■ **Available data**:
========
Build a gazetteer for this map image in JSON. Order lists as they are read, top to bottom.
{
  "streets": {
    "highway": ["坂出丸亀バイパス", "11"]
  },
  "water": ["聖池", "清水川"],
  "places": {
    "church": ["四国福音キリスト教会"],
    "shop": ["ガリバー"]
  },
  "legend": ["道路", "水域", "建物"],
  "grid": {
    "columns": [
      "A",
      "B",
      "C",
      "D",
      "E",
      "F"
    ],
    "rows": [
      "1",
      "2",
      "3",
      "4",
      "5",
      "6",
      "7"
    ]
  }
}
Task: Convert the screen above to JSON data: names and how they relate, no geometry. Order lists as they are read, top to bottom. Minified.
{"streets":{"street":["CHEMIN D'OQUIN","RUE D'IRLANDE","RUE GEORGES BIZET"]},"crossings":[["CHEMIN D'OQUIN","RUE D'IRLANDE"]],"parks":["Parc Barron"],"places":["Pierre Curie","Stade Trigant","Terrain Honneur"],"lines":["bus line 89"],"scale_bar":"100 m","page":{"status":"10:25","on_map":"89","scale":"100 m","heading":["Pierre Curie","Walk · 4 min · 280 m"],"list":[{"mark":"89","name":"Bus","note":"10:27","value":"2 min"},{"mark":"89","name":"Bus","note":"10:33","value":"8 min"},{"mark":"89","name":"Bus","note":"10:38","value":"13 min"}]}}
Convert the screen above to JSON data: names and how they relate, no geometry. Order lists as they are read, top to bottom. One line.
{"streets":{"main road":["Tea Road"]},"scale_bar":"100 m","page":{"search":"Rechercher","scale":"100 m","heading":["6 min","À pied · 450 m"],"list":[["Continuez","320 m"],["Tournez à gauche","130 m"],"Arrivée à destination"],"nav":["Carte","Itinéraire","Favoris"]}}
========
■ **What you have to do**: Transcribe the entries exactly.

■ **Output for this task**:
Build a gazetteer for this map image in JSON. Order lists as they are read, top to bottom.
{
  "streets": {
    "highway": ["坂出丸亀バイパス", "11"]
  },
  "water": ["聖池", "清水川"],
  "places": {
    "church": ["四国福音キリスト教会"],
    "shop": ["ガリバー"]
  },
  "legend": ["道路", "水域", "建物"],
  "grid": {
    "columns": [
      "A",
      "B",
      "C",
      "D",
      "E",
      "F"
    ],
    "rows": [
      "1",
      "2",
      "3",
      "4",
      "5",
      "6",
      "7"
    ]
  }
}
Task: Convert the screen above to JSON data: names and how they relate, no geometry. Order lists as they are read, top to bottom. Minified.
{"streets":{"street":["CHEMIN D'OQUIN","RUE D'IRLANDE","RUE GEORGES BIZET"]},"crossings":[["CHEMIN D'OQUIN","RUE D'IRLANDE"]],"parks":["Parc Barron"],"places":["Pierre Curie","Stade Trigant","Terrain Honneur"],"lines":["bus line 89"],"scale_bar":"100 m","page":{"status":"10:25","on_map":"89","scale":"100 m","heading":["Pierre Curie","Walk · 4 min · 280 m"],"list":[{"mark":"89","name":"Bus","note":"10:27","value":"2 min"},{"mark":"89","name":"Bus","note":"10:33","value":"8 min"},{"mark":"89","name":"Bus","note":"10:38","value":"13 min"}]}}
Convert the screen above to JSON data: names and how they relate, no geometry. Order lists as they are read, top to bottom. One line.
{"streets":{"main road":["Tea Road"]},"scale_bar":"100 m","page":{"search":"Rechercher","scale":"100 m","heading":["6 min","À pied · 450 m"],"list":[["Continuez","320 m"],["Tournez à gauche","130 m"],"Arrivée à destination"],"nav":["Carte","Itinéraire","Favoris"]}}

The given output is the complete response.